I've heard of several other people trying to contact the owners of datasets on government websites but never getting a response. I figured that this data owner contact thingy must do something, so the idea that nobody would ever get a response seemed strange. In the present article, I try to figure out was going on.
I used Socrata's Contact Dataset Owner feature a lot, and I now have a much better idea as to how it works. In particular, I surveyed dataset owners through this feature in order to estimate the chance that you'll get a response if you submit a message through the dataset owner contact thingy.

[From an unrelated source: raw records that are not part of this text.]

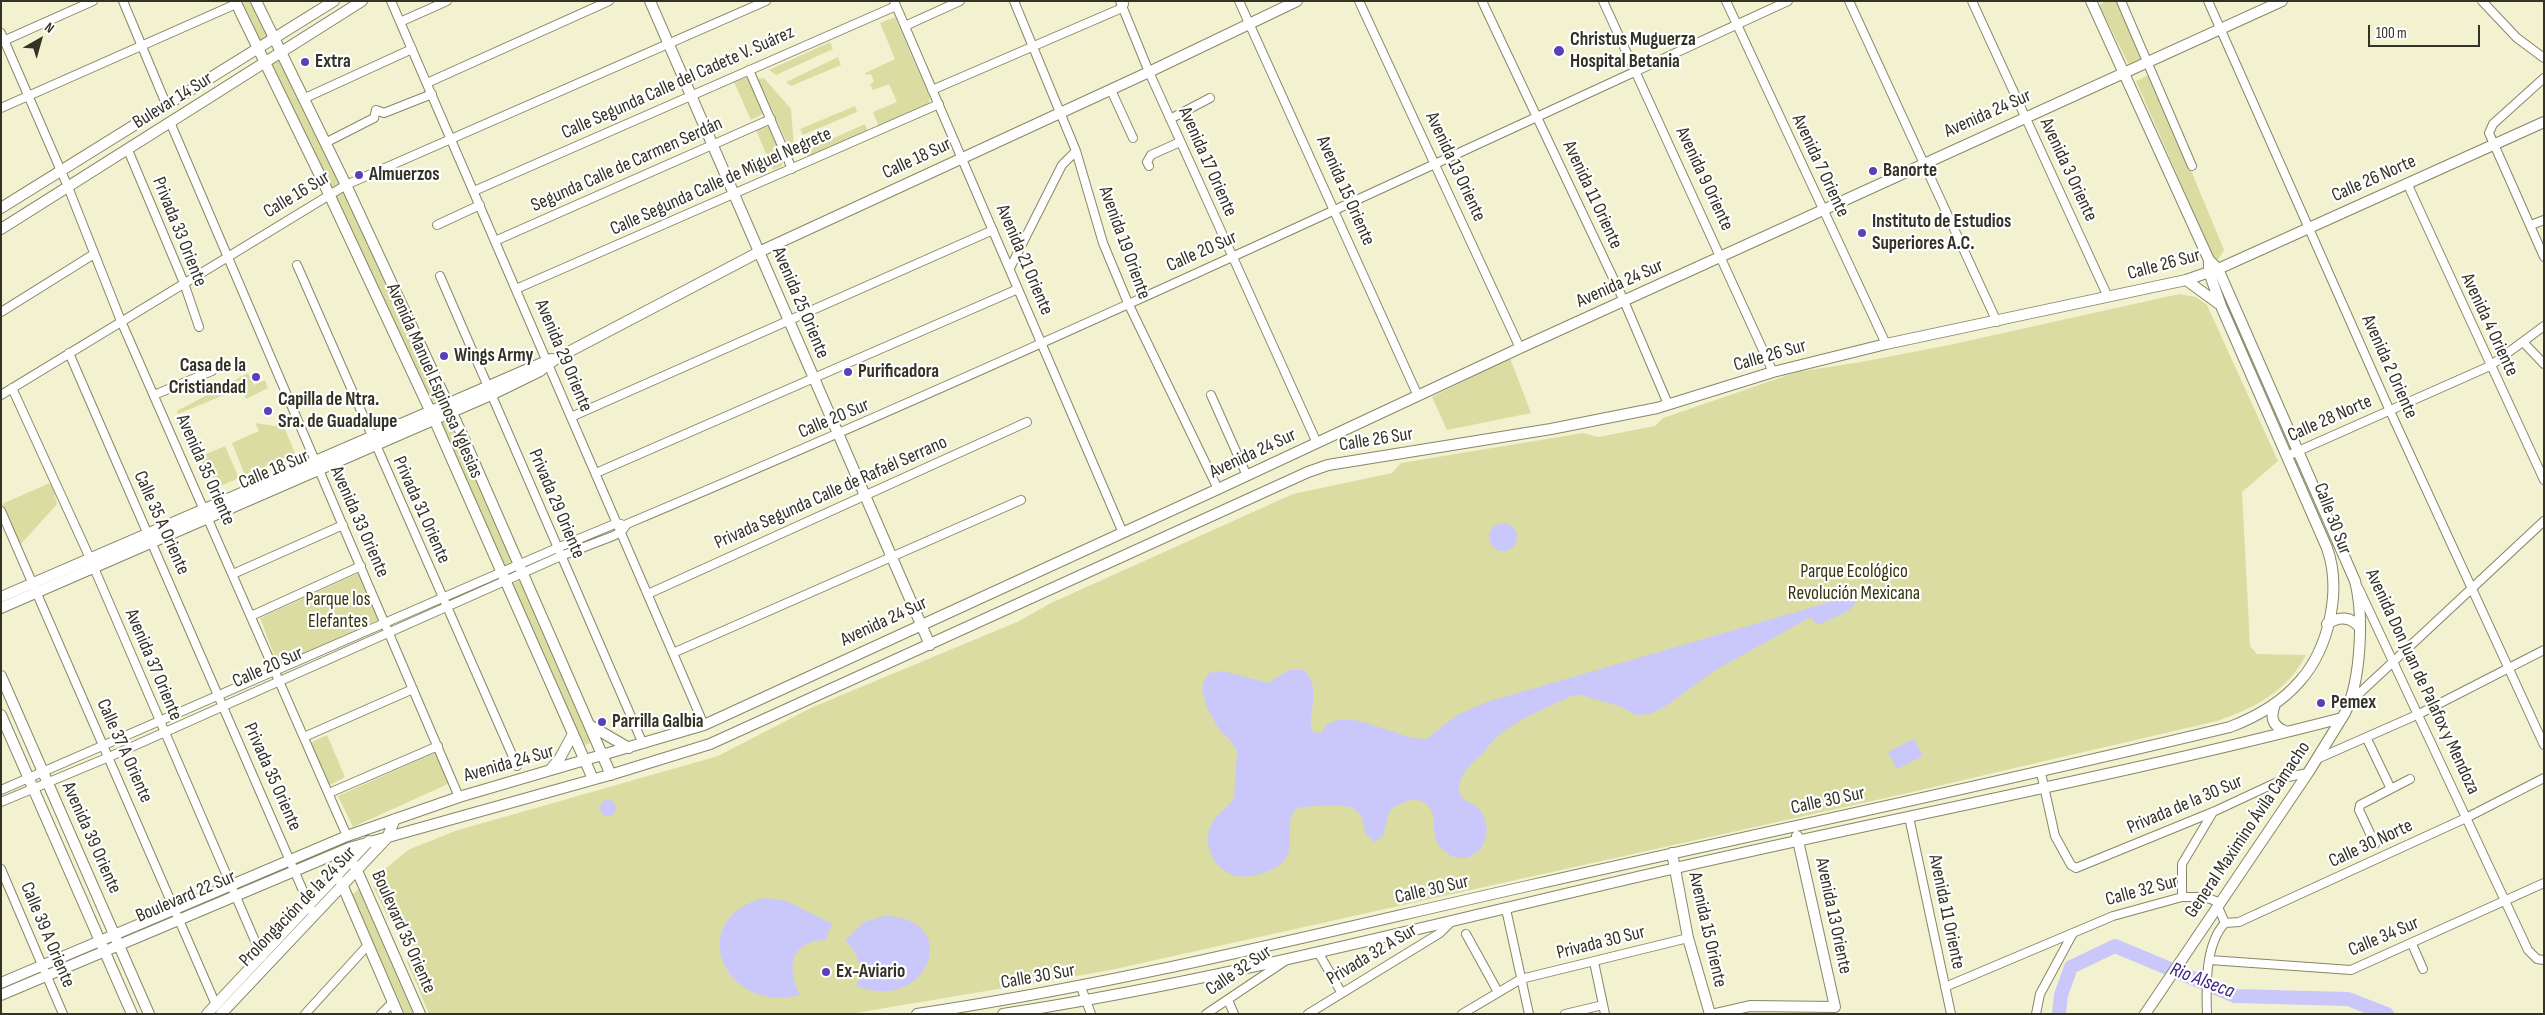 <!DOCTYPE html>
<html>
<head>
<meta charset="utf-8">
<style>
  body { margin:0 }
  #map { position:relative; width:2545px; height:1015px; overflow:hidden; background:#f2f2d0; font-family:"Sofia Sans Condensed",sans-serif }
  canvas { display:block }
  .frame { position:absolute; inset:0; border:2px solid #323225; pointer-events:none }
  .north { position:absolute; left:15px; top:15px; width:50px; height:50px; -webkit-text-stroke:4px #fff; paint-order:stroke; rotate:38deg; font-size:14px; font-weight:700; line-height:20px; text-align:center; color:#323225 }
  .north::after { content:''; display:block; margin:auto; width:18px; height:22px; background:#323225; clip-path:polygon(50% 0,100% 100%,50% 72%,0 100%) }
  .scale { position:absolute; left:2368px; top:25px; width:112px; height:22px; box-sizing:border-box; border:2px solid #323225; border-top:0; padding-left:6px; font-size:15px; line-height:18px; white-space:nowrap; color:#323225; -webkit-text-stroke:4px #fff; paint-order:stroke }
</style>
</head>
<body>
<div id="map">
<canvas width="2545" height="1015"></canvas>
<div class="frame"></div>
<div class="north">N</div>
<div class="scale">100 m</div>
</div>
<script>
const g = document.querySelector('canvas').getContext('2d');
g.lineJoin = 'round';
function paint(path, color) { g.fillStyle = color; g.fill(path, 'evenodd'); }
function strokePath(path, color, width, dash) { g.strokeStyle = color; g.lineWidth = width; g.lineCap = dash ? 'butt' : 'round'; g.setLineDash(dash || []); g.stroke(path); }
function label(font, color, halo, rows, align = 'center') {
  g.font = font + ' "Sofia Sans Condensed",sans-serif'; g.lineWidth = 4.5; g.setLineDash([]); g.textBaseline = 'middle'; g.strokeStyle = halo; g.fillStyle = color; for (const [text, x, y, turn = 0] of rows) {
    g.save(); g.translate(x, y); g.rotate((+turn || 0) * Math.PI / 180); g.textAlign = isNaN(turn) ? turn : align; if (halo) g.strokeText(text, 0, 0); g.fillText(text, 0, 0); g.restore();
  }
}
const green = new Path2D(`
  M239 1H253L269 36 257 42Z
  M2107 1H2117L2142 59 2129 65 2099 5Z
  M895 17 930 98 929 103 920 110 879 127 873 112 897 102 889 84 873 90 870 84 874 82 871 74 866 75 865 73 895 59 880 23Z
  M830 42 833 49 776 75 769 70Z
  M838 57 841 65 791 86 786 82Z
  M279 58 443 397 431 403 264 67Z
  M2151 74 2224 250 2218 260 2214 259 2136 81Z
  M749 76 764 109 761 115 751 120 734 82Z
  M764 78 791 109 794 147 790 149 758 79Z
  M855 106 857 112 803 135 800 129Z
  M865 124 868 132 808 159 807 150Z
  M765 126 770 128 784 157 782 166 773 170 756 130Z
  M2179 294 2196 297 2207 305 2278 461 2242 492 2250 646 2257 654 2306 655C2287 692 2254 708 2217 721L1899 795 1106 971 849 1014H429L407 962C412 942 418 944 407 924L396 925 388 918 374 888 378 875 408 850 455 831 718 756 813 707 1017 622 1051 603 1293 494 1392 473 1401 463 1583 433 1598 437 1655 426 1663 418 1797 372 1861 362 1949 345Z
  M1510 358 1531 413 1447 430 1432 397Z
  M248 373 254 385 265 380 268 388 246 399 241 388 178 414 177 411Z
  M450 414 515 565 505 569 438 419Z
  M281 420 295 453 245 475 232 443 259 431 255 423 275 426Z
  M197 439 204 455 225 446 239 478 211 490 190 442Z
  M52 482 57 504 20 545 2 504Z
  M359 573 380 619 278 665 260 618Z
  M521 580 592 742 581 747 510 585Z
  M327 735 345 777 330 785 310 743Z
  M436 752 450 783 353 827 338 796Z
  M361 887 415 1014H405L352 895Z`);
const water = new Path2D(`
  M1489 537a14 14 0 1 1 28 0a14 14 0 1 1-28 0Z
  M1861 593C1851 615 1841 614 1820 624H1816L1811 617 1714 671 1666 706 1650 714 1636 715 1619 706 1580 695H1573C1549 707 1520 718 1499 735 1491 741 1486 751 1479 757 1470 765 1459 775 1459 789 1459 802 1472 801 1479 809 1491 822 1489 846 1473 855 1467 859 1460 859 1454 857 1447 854 1441 849 1437 842 1433 833 1435 822 1432 812 1424 793 1403 800 1390 810L1383 836 1374 842 1366 834 1361 815 1353 808 1338 805 1300 807C1276 820 1306 854 1273 869 1262 874 1248 878 1236 876 1215 871 1203 847 1210 827 1215 814 1227 809 1234 798L1237 751 1230 740 1220 731 1207 708 1202 689 1204 680 1209 673 1223 671 1268 683 1289 670H1304C1325 691 1303 722 1314 732L1321 733C1324 730 1325 726 1328 724 1352 708 1398 740 1426 739L1457 715 1487 702Z
  M1914 739 1923 756 1897 769 1888 752Z
  M600 808a8 8 0 1 1 16 0a8 8 0 1 1-16 0Z
  M765 898 787 901 832 924 826 940C790 941 786 967 800 995 723 1015 683 917 765 898Z
  M884 916C964 917 930 1015 856 986 865 970 858 952 845 941L864 922Z`);
const river = new Path2D(`
  M2059 1014 2061 995 2071 967 2115 946 2235 996 2348 999 2387 1014`);
const street = new Path2D(`
  M123 1 166 104
  M391 1 704 725
  M894 1 1123 533
  M1014 1 1076 151 1103 243 1128 303 1218 489
  M1120 1 1149 72 1317 443
  M1239 1 1418 396
  M1359 1 1520 348
  M1482 1 1624 301 1668 404
  M1603 1 1773 372
  M1726 1 1886 344
  M1849 1 1997 322
  M1972 1 2108 297
  M2121 1 2192 166
  M2208 1 2390 411 2544 745
  M2482 1 2517 38 2544 58
  M400 22 447 1
  M905 26 960 1
  M1 33 68 187 121 321 347 836
  M1 42 93 1
  M749 70 792 169
  M2544 78 2493 124 2489 133 2544 257
  M427 83 609 1
  M932 90 1122 8 1124 4
  M1111 90 1133 138
  M303 99 412 49
  M1 108 236 4
  M1170 119 1210 98
  M170 122 459 797
  M325 143 374 118 376 110 384 113 432 94
  M128 150 184 283 199 327
  M1149 166 1147 162 1151 155 1180 142
  M2407 183 2544 480
  M474 191 896 6
  M437 225 480 205
  M2531 225 2544 220
  M495 241 771 119
  M297 265 517 766
  M1010 268 1062 165 1076 151
  M440 276 643 744
  M516 289 939 104
  M1 312 94 254
  M2524 343 2544 364
  M69 353 314 916
  M12 388 88 554 262 957
  M1 395 346 185 766 1
  M154 395 212 371
  M1211 395 1247 476
  M571 417 993 230
  M2287 456 2490 366 2544 326
  M596 473 1018 289
  M1 511 216 1005
  M233 574 343 525
  M2359 589 2528 950 2537 959 2544 960
  M648 594 1027 422
  M251 616 361 566
  M673 653 1021 500
  M2350 702 2544 521
  M304 737 413 689
  M2367 739 2391 789
  M2317 759 2419 714 2544 650
  M2041 773 2055 836 2071 865 2076 868 2213 812 2288 777 2308 773
  M1 790 557 548 617 523 621 524
  M329 793 438 746
  M1 802 109 757 561 556 613 536 621 532 627 524C1018 359 1402 179 1788 1
  M1909 817 1951 1014
  M2375 844 2359 810 2360 805 2410 779
  M1 869 63 1014
  M2182 897V864L2213 812
  M2218 907 2225 923 2239 922 2466 818 2544 778
  M1506 909 1529 1014
  M1466 934 1498 992
  M2412 944 2423 969
  M1318 952 1341 992
  M2210 960 2351 970 2544 883
  M1594 962 1605 1014
  M1081 987 1091 1014
  M1945 987 2113 916 2182 897H2205L2221 903
  M1228 1000 1234 1014
  M305 1014 368 945
  M381 1014 393 1002
  M1206 1014 1285 961
  M1308 1014 1440 933 1452 921
  M1462 1014 1521 979 1688 938
  M1565 1014 1603 1005
  M2036 1014 2040 994 2073 933
  M2207 1014C2206 986 2205 944 2225 923`);
const secondary = new Path2D(`
  M235 1 329 194 434 419 593 779
  M256 1 346 185 460 430 611 775
  M650 1 930 645
  M2091 1 2209 260 2218 269 2355 581C2364 615 2361 681 2345 713L2308 773 2145 1014
  M1 208 334 1
  M1 229 362 1
  M2186 280 2219 304
  M1 597 551 359
  M1 608 491 395 540 371 557 358 761 251 1149 72 1297 1
  M2327 624C2339 616 2351 616 2360 628
  M1 676 149 1014
  M2275 704C2270 717 2272 726 2285 731
  M1 715 132 1014
  M591 726 629 748
  M551 769 560 758 573 734
  M1672 853 1688 938 1710 1014
  M355 866 420 1014
  M341 882 398 1014
  M1 983 347 836 459 797 704 725 1218 489 1520 348 2282 1
  M1 995 349 848 613 774 710 744 1308 472 1328 465 1551 429 1657 408 1773 372 1886 344 2186 280 2218 269 2544 122
  M207 1014 369 841
  M221 1014 387 838 395 819
  M917 1014C1125 983 1328 931 1532 885 1765 832 1998 783 2230 727 2256 717 2282 702 2300 681 2329 648 2342 590 2327 548L2221 306 2209 272V260
  M1003 1014C1230 979 1453 919 1676 868 1898 817 2122 775 2342 718
  M1715 1014 1750 1006 1835 1007 1797 836`);
const markers = [
  [1559,51,6,"#5940b8"],
  [305,62,5,"#5940b8"],
  [1873,171,5,"#5940b8"],
  [359,175,5,"#5940b8"],
  [1862,233,5,"#5940b8"],
  [444,356,5,"#5940b8"],
  [848,372,5,"#5940b8"],
  [256,377,5,"#5940b8"],
  [268,411,5,"#5940b8"],
  [2321,703,5,"#5940b8"],
  [602,722,5,"#5940b8"],
  [826,972,5,"#5940b8"]
];
const poiNames = [
  ["Christus Muguerza",1570,40],
  ["Hospital Betania",1570,62],
  ["Extra",315,62],
  ["Banorte",1883,171],
  ["Almuerzos",369,175],
  ["Instituto de Estudios",1872,222],
  ["Superiores A.C.",1872,244],
  ["Wings Army",454,356],
  ["Casa de la",246,366,"right"],
  ["Cristiandad",246,388,"right"],
  ["Purificadora",858,372],
  ["Capilla de Ntra.",278,400],
  ["Sra. de Guadalupe",278,422],
  ["Pemex",2331,703],
  ["Parrilla Galbia",612,722],
  ["Ex-Aviario",836,972]
];
const streetNames = [
  ["Calle Segunda Calle del Cadete V. Suárez",678,83,-24],
  ["Bulevar 14 Sur",173,101,-32],
  ["Avenida 24 Sur",1988,114,-24],
  ["Calle 18 Sur",917,159,-25],
  ["Avenida 17 Oriente",1207,162,66],
  ["Segunda Calle de Carmen Serdán",627,165,-24],
  ["Avenida 7 Oriente",1820,166,65],
  ["Avenida 13 Oriente",1455,167,65],
  ["Avenida 3 Oriente",2068,170,65],
  ["Avenida 9 Oriente",1704,179,65],
  ["Calle 26 Norte",2374,179,-24],
  ["Calle Segunda Calle de Miguel Negrete",721,182,-24],
  ["Avenida 15 Oriente",1345,191,66],
  ["Calle 16 Sur",297,195,-31],
  ["Avenida 11 Oriente",1592,195,65],
  ["Privada 33 Oriente",179,232,68],
  ["Avenida 19 Oriente",1124,243,70],
  ["Calle 20 Sur",1202,252,-24],
  ["Avenida 21 Oriente",1024,260,67],
  ["Calle 26 Sur",2164,265,-15],
  ["Avenida 24 Sur",1620,284,-24],
  ["Avenida 25 Oriente",800,303,67],
  ["Avenida 4 Oriente",2489,325,65],
  ["Avenida 29 Oriente",563,356,67],
  ["Calle 26 Sur",1770,356,-16],
  ["Avenida 2 Oriente",2389,367,66],
  ["Avenida Manuel Espinosa Yglesias",434,381,66],
  ["Calle 20 Sur",834,419,-23],
  ["Calle 28 Norte",2330,419,-24],
  ["Calle 26 Sur",1376,440,-9],
  ["Avenida 24 Sur",1253,454,-25],
  ["Avenida 35 Oriente",205,470,66],
  ["Calle 18 Sur",274,470,-23],
  ["Privada Segunda Calle de Rafaél Serrano",831,493,-24],
  ["Privada 29 Oriente",556,504,67],
  ["Privada 31 Oriente",421,510,66],
  ["Calle 30 Sur",2332,519,69],
  ["Avenida 33 Oriente",359,522,66],
  ["Calle 35 A Oriente",161,523,66],
  ["Avenida 24 Sur",884,622,-25],
  ["Avenida 37 Oriente",153,665,67],
  ["Calle 20 Sur",268,668,-24],
  ["Avenida Don Juan de Palafox y Mendoza",2422,682,65],
  ["Calle 37 A Oriente",124,751,66],
  ["Avenida 24 Sur",509,764,-16],
  ["Privada 35 Oriente",272,777,66],
  ["Calle 30 Sur",1828,801,-12],
  ["Privada de la 30 Sur",2185,805,-23],
  ["General Maximino Ávila Camacho",2248,830,-56],
  ["Avenida 39 Oriente",91,838,66],
  ["Calle 30 Norte",2371,844,-25],
  ["Calle 30 Sur",1432,890,-13],
  ["Calle 32 Sur",2142,891,-15],
  ["Boulevard 22 Sur",186,897,-23],
  ["Prolongación de la 24 Sur",298,907,-46],
  ["Avenida 11 Oriente",1946,912,78],
  ["Avenida 13 Oriente",1833,916,78],
  ["Avenida 15 Oriente",1707,930,77],
  ["Boulevard 35 Oriente",403,932,66],
  ["Calle 39 A Oriente",47,935,67],
  ["Calle 34 Sur",2384,937,-23],
  ["Privada 30 Sur",1601,943,-14],
  ["Privada 32 A Sur",1372,955,-31],
  ["Calle 32 Sur",1239,971,-34],
  ["Calle 30 Sur",1038,977,-10]
];
const parkNames = [
  ["Parque Ecológico",1854,572],
  ["Revolución Mexicana",1854,594],
  ["Parque los",338,600],
  ["Elefantes",338,622]
];
const waterNames = [
  ["Rio Alseca",2202,981,21]
];
paint(green, '#dbdca2');
paint(water, '#cac8fa');
strokePath(river, '#cac8fa', 14);
strokePath(street, '#878768', 10);
strokePath(secondary, '#878768', 12);
strokePath(street, '#fff', 8);
strokePath(secondary, '#fff', 10);
for (const [x, y, r, color] of markers) { const dot = new Path2D(); dot.arc(x, y, r, 0, 2 * Math.PI); g.fillStyle = color; g.fill(dot); strokePath(dot, '#fff', 2); }
label('bold 19px', '#323225', '#fff', poiNames, 'left');
label('19px', '#323225', '#fff', streetNames);
label('19px', '#35340c', '#fff', parkNames);
label('italic 20px', '#3a2681', '#fff', waterNames);
</script>
</body>
</html>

I'll start with a discussion how the feature works and how I surveyed data owners. I learned a lot more about the feature as I ran the survey, and I'll tell you about that. I'll present the results from the survey, comment on some potential mechanisms that would explain the results, and discuss the practical relevance of these findings.
The Contact Dataset Owner feature
If you go to a dataset page on a Socrata Open Data Portal website, you'll see something like this.
There's an "About" button that opens this screen.
Scroll to the bottom, and you'll see "Contact Dataset Owner".
Then you can fill out the contact form,
which includes a CAPTCHA.
If you submit the form and all goes well, you'll see something like this.
I have no idea about how the message is handled technically after you submit the form.
This is the feature that I mentioned in the beginning, and that's all I knew about it before beginning the present study. Let's see what I learned!
I mainly wanted to answer this.
If I contact the owner of a dataset on a Socrata website, what is the chance that I will receive a response at all?
Secondarily, I am curious as to whether that "owner" is the right person.
If I contact the owner of a dataset on a Socrata website, what is the chance that the person will be the appropriate contact person?
I sent emails to a sample of the data owners asking whether they are still appropriate contacts for their datasets. They could respond with "yes" or "no". They could also not respond. I checked which ones responded, and I came up with some figures related to the above questions.
I downloaded metadata on all public datasets from all the Socrata websites I knew about and then looked at the owners of the different datasets. I treated this as a population of owners of public datasets. I drew a sample from this population, and I tried to send questionnaires to every owner in the sample.
My sampling script is parametrized by a salt.
This produces a file called "messages.csv" containing a record for each of the sampled users. Each record contained the URL of a dataset owned by the user and the message that I should send to the user.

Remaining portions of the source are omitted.